Hortencio pensaba en todos ellos, pero sobre todo en María, la más chiquita. Sabía que al despertar no lo encontraría, y que si las cosas no salían como esperaba, tal vez nunca lo volvería a ver. Pensaba en sus ojos, en sus abrazos, en esa ternura que sólo ella sabía darle.
Pero su deber era más grande que su miedo. Como hombre, debía entregarse entero por la patria. Lo hacía por ella y por su gente. No se sentía digno si no ponía su carne en juego por el respeto que los suyos merecía y que, creía, sólo así podría ganarse. Si moría, quería hacerlo en batalla, peleando por sus creencias.
El sol fue cortando el tiempo con su avance perpetuo. Ya en el ocaso cuando se sentía como una partícula cabalgada en la planicie, vio a lo lejos a dos hombres marchando en dirección contraria. Apretó el puñal, consciente de que el peligro era tan real como el dolor de la partida. Optó por evitar el camino conocido y buscar un arroyo para llegar al campamento por una vía más discreta.
Lo que no sabía era que esa ruta lo obligaría a atravesar una zona tupida de chircas y abrojos. Alguna víbora —una cascabel, una crucera, quién sabe— provocó un corcoveo violento del caballo. Hortencio cayó, rodó por una ladera y quedó atorado entre dos piedras, boca arriba, sujetando entre ramas y raíces que lo inmovilizaban. El caballo murió de inmediato luego de golpear su cabeza con una roca.
Hortencio Sintió de inmediato un latido entre las piernas. El cuchillo había quedado atrapado y le había perforado el muslo. Cualquier movimiento, por mínimo que fuera, lo desangraría. Suspiró y dejó que la biología hiciera lo suyo.
Una gota de sangre le recorrió el abdomen, le acarició el cuello y se fundió en su pañuelo blanco, que comenzaba a mancharse con el color de sus enemigos. La oscuridad apagó el relieve del monte, dejándolo solo, inmóvil, en medio de la nada.
Con la mano libre se quitó el pañuelo, buscando que no continúe pintándose de rojo, y lo arrojó sobre una rama apenas visible. Las estrellas estaban hermosas. Su mente, lúcida, no dejaba de imaginar los ojos de María, su risa, su abrazo. Pensó en lo que no volvería a ver.

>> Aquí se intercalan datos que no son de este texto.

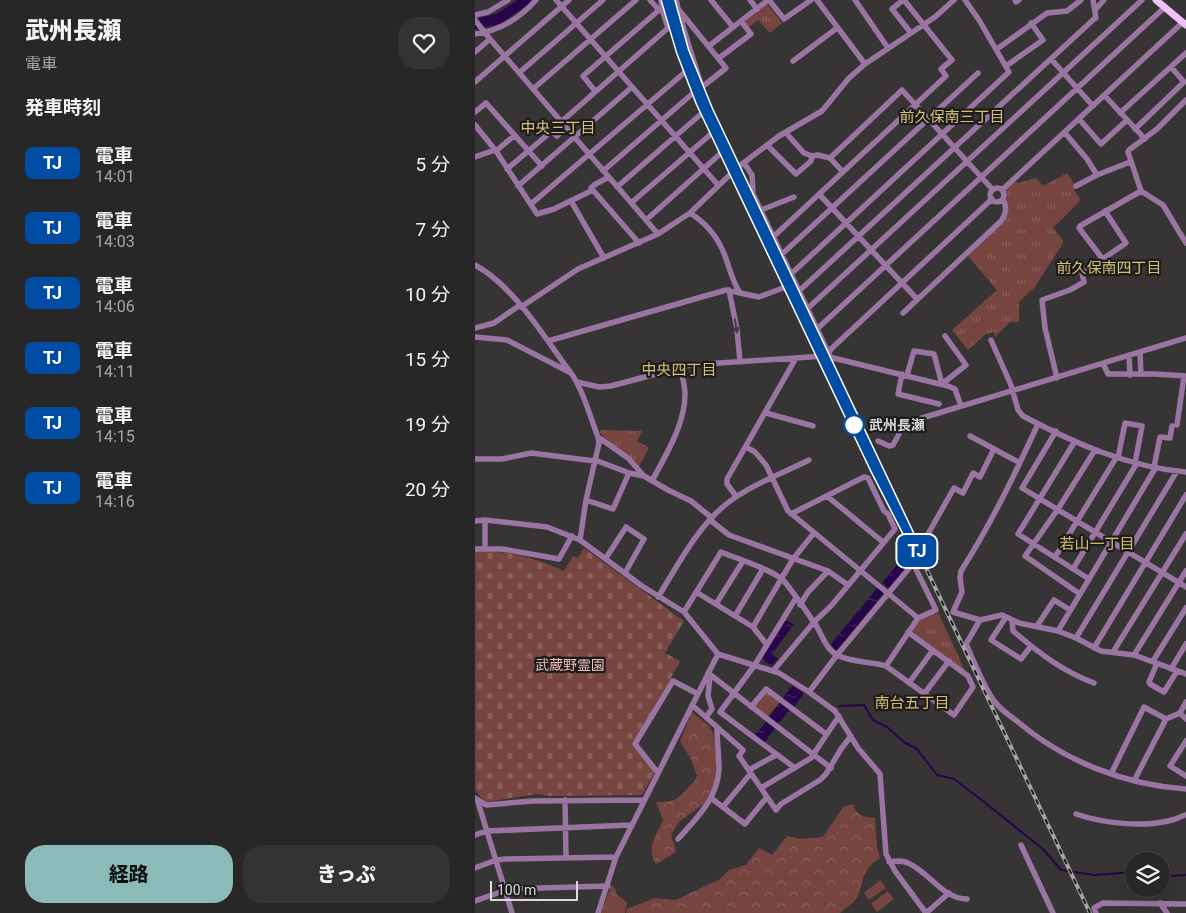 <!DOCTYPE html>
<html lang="ja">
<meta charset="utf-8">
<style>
body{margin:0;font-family:Roboto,"Noto Sans JP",sans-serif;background:#343334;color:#f1f3f6;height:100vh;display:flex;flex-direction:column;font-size:19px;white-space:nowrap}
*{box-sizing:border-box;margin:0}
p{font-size:16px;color:#a5a5a8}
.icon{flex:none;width:28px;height:28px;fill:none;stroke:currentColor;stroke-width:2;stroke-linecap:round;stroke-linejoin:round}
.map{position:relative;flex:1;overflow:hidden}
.side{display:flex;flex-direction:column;background:#282728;width:475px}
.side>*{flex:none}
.badge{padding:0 10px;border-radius:8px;font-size:18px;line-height:32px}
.buttons{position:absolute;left:650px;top:852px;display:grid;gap:10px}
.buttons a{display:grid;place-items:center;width:45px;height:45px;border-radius:50%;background:#282728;box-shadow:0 5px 20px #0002,0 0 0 1px #444445;font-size:25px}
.scale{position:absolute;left:15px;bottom:12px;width:88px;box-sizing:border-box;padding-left:5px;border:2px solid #dbdadb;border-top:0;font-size:14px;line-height:18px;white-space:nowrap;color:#dbdadb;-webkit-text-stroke:4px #1d1c1c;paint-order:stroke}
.map>.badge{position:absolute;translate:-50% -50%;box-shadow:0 0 0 2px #fff}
h2{padding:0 25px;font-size:19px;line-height:45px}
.round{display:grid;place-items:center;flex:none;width:52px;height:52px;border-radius:20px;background:#343334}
.overview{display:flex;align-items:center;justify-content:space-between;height:85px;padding:0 25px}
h1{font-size:24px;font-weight:800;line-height:38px}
.action{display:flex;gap:10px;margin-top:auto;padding:10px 25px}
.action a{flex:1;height:58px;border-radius:20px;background:#8bbbb9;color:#111;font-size:20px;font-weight:800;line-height:58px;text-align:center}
.action a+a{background:#343334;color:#f1f3f6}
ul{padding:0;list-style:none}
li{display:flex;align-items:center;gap:15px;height:65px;padding:0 25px}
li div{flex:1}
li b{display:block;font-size:19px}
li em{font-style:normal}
li .badge{min-width:55px;font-weight:700;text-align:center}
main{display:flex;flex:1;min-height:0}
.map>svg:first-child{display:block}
.grass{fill:url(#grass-tufts)}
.forest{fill:url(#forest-crowns)}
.cemetery{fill:url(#cemetery-stones)}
.pitch{fill:#774540}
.water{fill:url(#water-ripples)}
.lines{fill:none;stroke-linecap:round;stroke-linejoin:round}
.stream{stroke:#26054a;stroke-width:2}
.river{stroke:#26054a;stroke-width:10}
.minor{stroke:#9a75a2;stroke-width:5.5}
.major{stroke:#efc1f9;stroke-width:7}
.rail-casing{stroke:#a6a5a6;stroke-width:4}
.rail{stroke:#1d1c1c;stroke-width:2;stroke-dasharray:5.5;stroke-linecap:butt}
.oneway{fill:#493b4b}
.line-casing{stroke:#fff;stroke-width:11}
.line{stroke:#004da3;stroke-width:8}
.stop-dot{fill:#fff;stroke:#004da3;stroke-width:2.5}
.labels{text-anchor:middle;stroke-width:4.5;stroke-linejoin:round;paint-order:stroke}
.stop-label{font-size:14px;font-weight:bold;fill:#dbdadb;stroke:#1d1c1c;text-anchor:start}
.park-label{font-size:14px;fill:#f0beb8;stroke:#1d1c1c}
.neighbourhood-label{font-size:15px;fill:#d7c074;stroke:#1d1c1c}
</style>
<main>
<section class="side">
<div class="overview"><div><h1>武州長瀬</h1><p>電車</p></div><a class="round"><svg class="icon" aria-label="heart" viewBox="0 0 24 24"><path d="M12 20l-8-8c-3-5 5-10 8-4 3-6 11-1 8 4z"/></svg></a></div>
<h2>発車時刻</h2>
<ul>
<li><span class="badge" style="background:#004da3;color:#fff">TJ</span><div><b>電車</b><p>14:01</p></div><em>5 分</em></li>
<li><span class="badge" style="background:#004da3;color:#fff">TJ</span><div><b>電車</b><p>14:03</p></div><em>7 分</em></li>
<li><span class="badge" style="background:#004da3;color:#fff">TJ</span><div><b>電車</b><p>14:06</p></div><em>10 分</em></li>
<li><span class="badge" style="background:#004da3;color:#fff">TJ</span><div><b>電車</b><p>14:11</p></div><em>15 分</em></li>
<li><span class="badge" style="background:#004da3;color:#fff">TJ</span><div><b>電車</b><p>14:15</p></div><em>19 分</em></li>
<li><span class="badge" style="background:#004da3;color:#fff">TJ</span><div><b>電車</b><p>14:16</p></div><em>20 分</em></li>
</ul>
<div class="action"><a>経路</a><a>きっぷ</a></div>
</section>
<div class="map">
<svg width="711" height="913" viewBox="0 0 711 913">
<defs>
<pattern id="grass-tufts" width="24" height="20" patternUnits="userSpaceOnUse" patternTransform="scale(1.25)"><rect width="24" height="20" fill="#774540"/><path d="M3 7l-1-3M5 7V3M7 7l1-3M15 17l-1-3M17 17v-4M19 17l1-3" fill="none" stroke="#8a5f5b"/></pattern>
<pattern id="forest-crowns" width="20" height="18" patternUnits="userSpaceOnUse" patternTransform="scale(1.25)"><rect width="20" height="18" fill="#774540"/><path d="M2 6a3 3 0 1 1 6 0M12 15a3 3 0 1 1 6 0" fill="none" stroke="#8a5f5b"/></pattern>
<pattern id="cemetery-stones" width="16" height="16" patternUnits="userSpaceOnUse" patternTransform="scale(1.25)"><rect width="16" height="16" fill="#774540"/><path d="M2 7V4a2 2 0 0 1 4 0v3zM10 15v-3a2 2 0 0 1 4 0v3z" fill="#8a5f5b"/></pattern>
<pattern id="water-ripples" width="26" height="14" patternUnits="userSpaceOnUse" patternTransform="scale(1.25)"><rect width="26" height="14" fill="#26054a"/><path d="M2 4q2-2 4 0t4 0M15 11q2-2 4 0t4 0" fill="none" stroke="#452964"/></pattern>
</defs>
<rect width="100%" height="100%" fill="#363435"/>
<path class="grass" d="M292,4L307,23L295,33L283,20L274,27L270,22Z
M592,173L602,188L599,189L605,199L604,202L578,228L588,240L587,245L559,288L544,302V322H535L520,337L519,332L511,334L493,350L477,330L522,290L493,256L530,220L533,212L531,190L541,181L543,183L561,178L568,186Z
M126,430L167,431L162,441L174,448L164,466L129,438L125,432Z
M463,613L464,614L490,671L437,631L446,619Z
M290,691L305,702L293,716L280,706Z
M136,886L140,888L141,894L152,902L150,913H126Z"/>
<path class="forest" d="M217,712L234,726L237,731L240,742L242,755L241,775L238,786L229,804L205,821L196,834L201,852L181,864C170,848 182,835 188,820L181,802C198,802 201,801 212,789C216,784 220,782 222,776L216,759L205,741Z
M378,804C382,816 388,817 400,818L402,846L405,858C385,872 391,876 383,896C380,902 371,908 365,913H151L152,909L180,898L201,900L245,879L254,870L271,865L284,848L297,855L312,836L326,839L348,837L368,807Z"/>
<path class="cemetery" d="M109,548L209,621L190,653L205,661L196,678V682L158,744L180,772L167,795L75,796L62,794L11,802L8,800L0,790V551C35,551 57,557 89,571L98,556L103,558Z"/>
<path class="pitch" d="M405,880L411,888L394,900L389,893Z
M413,891L419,899L402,912L396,904Z"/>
<path class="water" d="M427,559L434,565L414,588L407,583Z
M403,587L408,592V594L362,650H360L356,644Z
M310,621H313L319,624L297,654L303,659L298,665L289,662L290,660L287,658Z
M317,686L329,693L319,707L307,699Z
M305,702L315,710L303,724L294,717Z
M291,722L300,728L289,743L279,736Z"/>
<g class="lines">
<path class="stream" d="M364,706L389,705L398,720L412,727L429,742L442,749L462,775L479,779L508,801L569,850L586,870L619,875L659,872
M686,874L694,876L711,875"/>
<path class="river" d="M0,24L23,19L51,0"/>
<path class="minor" d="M81,0L243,185
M175,0L184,10
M201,0C208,30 218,58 227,87L251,68L204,10
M236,0L258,27
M275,0L282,9
M294,0L309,19L336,0
M342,0L390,64
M380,0L413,48
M428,0L417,9L436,33
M540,0L541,2L544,0
M620,10L629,0
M0,15L13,12L33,0
M0,20L15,39L183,234
M0,34C24,31 45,18 61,0
M234,46L293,0
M522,49L572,13L592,11L606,0
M0,52L15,39
M244,58L276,34L266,21
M576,59L618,106
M318,61L362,28
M531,66L568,40L556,23
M44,73L128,0
M0,82L94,0
M58,89L161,0
M120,91L108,76L184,10L188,12L186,0
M630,96L670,139
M711,100L682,129L654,150L653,152L666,191L688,205L711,243
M0,112L11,103L67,166
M645,113L711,53
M604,119L626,144L652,120
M86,122L193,28L188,12
M0,125L21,151L62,214L79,209L118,190
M660,129L709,82L696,67
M311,133L329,153L337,156L343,155L355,158L368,172
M590,133L612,159L622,175
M292,145L321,174L336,161L337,156
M21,151L40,135
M0,157L20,150
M355,158L427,90L518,190
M269,163L277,175L278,194L354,354
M32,169L77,131L82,136L91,127
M128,171L217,94
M134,177L119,185L116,188L164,243
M43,186L157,87
M601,186L622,175L655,162
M142,187L226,114
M515 195a7 7 0 1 1 14 0a7 7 0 1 1-14 0Z
M527,190L708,22
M344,194L442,299
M96,201L129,258
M156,203L236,134
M56,204L209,73
M286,210L319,197
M215,213C231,223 243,237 250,256C255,269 257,281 265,293
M171,220L245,154
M298,237L471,76L466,69L477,60L429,0
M306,255L503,73
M627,258L604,228L605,226L666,191
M0,265C34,283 63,327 85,358C90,366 98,374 102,383C111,400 116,419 123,437L124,443L111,500L105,540
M316,274L534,72L504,20L490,0
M254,290L262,329L265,362
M324,291L619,19L621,18L618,0
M46,307L103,269L183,234L215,213L263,167L304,136L347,111L374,78L390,64L460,17L479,0
M332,309L667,0
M428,313L526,221C531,214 532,206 528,199
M0,328L19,323L45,305
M342,329L690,7
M0,337L32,340L94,372
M516,340L536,385L543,410L548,416C599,443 653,467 711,472
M73,341L251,290L284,297L308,288
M665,352L666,374
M354,353L356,349L517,199
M654,355L655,375
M628,363L633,374H680L711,376
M427,374L423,394L464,404
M432,375L439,351L459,354L467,384L491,365L470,336
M582,378L570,328L567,300L595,290L609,282L607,273L651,243L630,211
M102,382L124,387L136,386L215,365L350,356L473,386L480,389L486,406
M291,413L338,426
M434,422L711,338
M702,425L709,376
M581,431L547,488L711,587
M495,436L545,463
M123,437L153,458L169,476L193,490L216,501L237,518
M403,441L414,446L418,445L424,434L422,427
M600,441L543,534L614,579
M271,447L280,452L291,465L313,511L443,618
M643,458L650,423L667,426L660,463
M0,459H27L56,453L120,461
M120,460L154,473L169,476
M679,467L685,437L695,438L697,426
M177,481C191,454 210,425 210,394C210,385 207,375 205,367
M261,496L252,484V479L321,358
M352,496L408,542
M111,500L138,509L154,473
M235,520L254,535L353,571L373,585
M0,521L10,520L72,527L105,540L167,586L209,612L243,654L304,673L334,692L360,711L383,748L405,774L411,854L420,871L451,913
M453,534L479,488L488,493L498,473L505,477L519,449
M10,548V520
M0,549H27L84,559L97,536
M580,557L641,458
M131,558L151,527L169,539L150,573
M598,569L662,463
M221,592L278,627L292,645
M605,594L550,556L583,509L620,450
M183,597C203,565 221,529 250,505C275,485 306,474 334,460
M241,604L268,561
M325,605L333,592L353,571
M209,612L246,552C260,558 299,570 309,581C319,593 329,608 338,621C347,632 349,648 362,655C377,663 395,661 411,666L479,715L498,687L493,676L433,632
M260,616L288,569
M531,617L516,640L546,659L556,646
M505,620L478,612L487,592L485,578L486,571C516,524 540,474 563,424
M537,620L538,631C564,653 587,671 619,683
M562,626L579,600L595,610
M278,627L318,559L339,533
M583,631L681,467
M601,638L702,471
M619,648L711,495
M638,652L711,534
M659,655L711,571
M678,661L711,608
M682,663L674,682L675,684L689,692L702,671
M696,669L711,644
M298,671L339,622L356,606L420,529L413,514L409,511L393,478L389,477L316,514
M233,673L356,768
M711,674L659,655L626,651L601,638L583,631L544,623L527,615L505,620L491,644C498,659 510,690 520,702C526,710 535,716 543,722C589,761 650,785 711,789
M434,683L458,650
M334,692L362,655L436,566L439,565L461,610L443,618L411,666
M449,694L474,661
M217,705L268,750L264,756L301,810L306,804L345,780L351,774L366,749L376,736
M276,707L291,689L351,734
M705,713L711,719
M231,717L237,709L233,696L235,676
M711,741L695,766L711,776
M320,768L245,712L279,666L321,598
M274,770L301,755
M183,773L160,744L198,681L223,694
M636,774L669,707L691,719
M659,781L691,719L705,713L711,702
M286,788L336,758L364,716
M0,798L11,805L57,801L169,800
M236,798L270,824L292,797
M90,800L91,857
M3,802L37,913
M248,807L276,773
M601,814C627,823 669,828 697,820C702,819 706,816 711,815
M0,835L12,831L156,825
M203,839C221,819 242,799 244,770C244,756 242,741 242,727
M546,845L578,913
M414,862C421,861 427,860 433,863C454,872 468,899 492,899
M0,868L21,860L31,859L141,857
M0,901L34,889L133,886
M685,903L692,913
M123,913L141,857L243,654
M451,913L474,893
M621,913L619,908L628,903L711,904"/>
<path class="major" d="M681,0L711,25"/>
<defs>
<path id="rail" d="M195,0L209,51L233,110L615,913"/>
</defs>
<use href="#rail" class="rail-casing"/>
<use href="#rail" class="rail"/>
</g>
<defs><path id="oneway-solid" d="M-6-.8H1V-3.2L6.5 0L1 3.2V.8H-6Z" transform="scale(1.25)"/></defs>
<use class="oneway" href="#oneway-solid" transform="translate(261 326) rotate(81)"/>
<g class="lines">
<defs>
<path id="line" d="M191,0L206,51L226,103L400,469L442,551L233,110L209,51L195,0"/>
</defs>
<use href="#line" class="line-casing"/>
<use href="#line" class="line"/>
</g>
<circle class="stop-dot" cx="379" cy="425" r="10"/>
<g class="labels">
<g class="stop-label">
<text x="394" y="430">武州長瀬</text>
</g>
<g class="park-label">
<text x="95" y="670">武蔵野霊園</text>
</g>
<g class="neighbourhood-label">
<text x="477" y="122">前久保南三丁目</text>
<text x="83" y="133">中央三丁目</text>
<text x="634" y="273">前久保南四丁目</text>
<text x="204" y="375">中央四丁目</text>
<text x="622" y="549">若山一丁目</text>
<text x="437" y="708">南台五丁目</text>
</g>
</g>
</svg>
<div class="buttons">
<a><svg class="icon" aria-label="layers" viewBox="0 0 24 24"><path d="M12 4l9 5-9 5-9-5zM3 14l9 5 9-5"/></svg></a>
</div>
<div class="scale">100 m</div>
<b class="badge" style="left:442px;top:551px;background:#004da3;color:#fff">TJ</b>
</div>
</main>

La sangre goteaba por su nuca y cada gota, al chocar con las hojas secas del suelo, emitía un sonido que el monte amplificaba. Luego de cada golpe húmedo, el silencio era más profundo, como si el monte contuviera la respiración al escuchar.
Así pasó la noche, y con ella se fue apagando su existencia.
Y en medio del viaje de una última gota de sangre que se desprendió de su nuca, pero nunca tocó el suelo, Hortencio Quinteros murió.
Su cuerpo no fue encontrado jamás. Partió sin haber disparado un solo tiro. Sin ver el rostro del general Aparicio Saravia cabalgar entre la gente con su famoso poncho blanco. Y sin despedirse de su hija de seis años, que, con el tiempo, terminaría olvidando su rostro.